(Stored data entries)

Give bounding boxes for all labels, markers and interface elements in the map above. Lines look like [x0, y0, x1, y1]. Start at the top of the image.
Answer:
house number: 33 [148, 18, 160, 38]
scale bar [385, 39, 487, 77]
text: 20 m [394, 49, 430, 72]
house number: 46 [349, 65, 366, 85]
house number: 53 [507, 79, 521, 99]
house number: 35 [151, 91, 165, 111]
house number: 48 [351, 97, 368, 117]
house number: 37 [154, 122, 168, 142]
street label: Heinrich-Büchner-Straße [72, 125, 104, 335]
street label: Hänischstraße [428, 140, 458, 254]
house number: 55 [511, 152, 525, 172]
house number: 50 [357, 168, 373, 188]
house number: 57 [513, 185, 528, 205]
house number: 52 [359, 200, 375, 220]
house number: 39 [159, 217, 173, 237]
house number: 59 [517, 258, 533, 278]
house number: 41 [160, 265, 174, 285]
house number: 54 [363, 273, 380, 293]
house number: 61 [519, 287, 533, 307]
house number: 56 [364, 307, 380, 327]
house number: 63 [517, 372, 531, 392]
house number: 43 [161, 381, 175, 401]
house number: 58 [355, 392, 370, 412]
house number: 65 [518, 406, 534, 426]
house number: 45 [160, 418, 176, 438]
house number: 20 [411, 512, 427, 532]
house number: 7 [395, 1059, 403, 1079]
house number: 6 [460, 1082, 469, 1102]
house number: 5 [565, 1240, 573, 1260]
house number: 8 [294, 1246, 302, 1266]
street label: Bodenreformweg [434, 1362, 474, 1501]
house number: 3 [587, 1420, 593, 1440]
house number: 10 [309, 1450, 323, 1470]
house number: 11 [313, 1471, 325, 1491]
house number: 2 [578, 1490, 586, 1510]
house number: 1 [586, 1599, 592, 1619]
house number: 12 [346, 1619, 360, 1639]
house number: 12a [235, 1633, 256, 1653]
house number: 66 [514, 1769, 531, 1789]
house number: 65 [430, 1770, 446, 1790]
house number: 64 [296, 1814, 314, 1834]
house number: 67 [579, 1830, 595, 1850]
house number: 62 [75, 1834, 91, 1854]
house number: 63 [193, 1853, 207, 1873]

- **WHAT TO DO**:
Retype the entries shown above. Keep every word exactly as it is.

- **RESPONSE TO THE EXERCISE**:
Give bounding boxes for all labels, markers and interface elements in the map above. Lines look like [x0, y0, x1, y1]. Start at the top of the image.
Answer:
house number: 33 [148, 18, 160, 38]
scale bar [385, 39, 487, 77]
text: 20 m [394, 49, 430, 72]
house number: 46 [349, 65, 366, 85]
house number: 53 [507, 79, 521, 99]
house number: 35 [151, 91, 165, 111]
house number: 48 [351, 97, 368, 117]
house number: 37 [154, 122, 168, 142]
street label: Heinrich-Büchner-Straße [72, 125, 104, 335]
street label: Hänischstraße [428, 140, 458, 254]
house number: 55 [511, 152, 525, 172]
house number: 50 [357, 168, 373, 188]
house number: 57 [513, 185, 528, 205]
house number: 52 [359, 200, 375, 220]
house number: 39 [159, 217, 173, 237]
house number: 59 [517, 258, 533, 278]
house number: 41 [160, 265, 174, 285]
house number: 54 [363, 273, 380, 293]
house number: 61 [519, 287, 533, 307]
house number: 56 [364, 307, 380, 327]
house number: 63 [517, 372, 531, 392]
house number: 43 [161, 381, 175, 401]
house number: 58 [355, 392, 370, 412]
house number: 65 [518, 406, 534, 426]
house number: 45 [160, 418, 176, 438]
house number: 20 [411, 512, 427, 532]
house number: 7 [395, 1059, 403, 1079]
house number: 6 [460, 1082, 469, 1102]
house number: 5 [565, 1240, 573, 1260]
house number: 8 [294, 1246, 302, 1266]
street label: Bodenreformweg [434, 1362, 474, 1501]
house number: 3 [587, 1420, 593, 1440]
house number: 10 [309, 1450, 323, 1470]
house number: 11 [313, 1471, 325, 1491]
house number: 2 [578, 1490, 586, 1510]
house number: 1 [586, 1599, 592, 1619]
house number: 12 [346, 1619, 360, 1639]
house number: 12a [235, 1633, 256, 1653]
house number: 66 [514, 1769, 531, 1789]
house number: 65 [430, 1770, 446, 1790]
house number: 64 [296, 1814, 314, 1834]
house number: 67 [579, 1830, 595, 1850]
house number: 62 [75, 1834, 91, 1854]
house number: 63 [193, 1853, 207, 1873]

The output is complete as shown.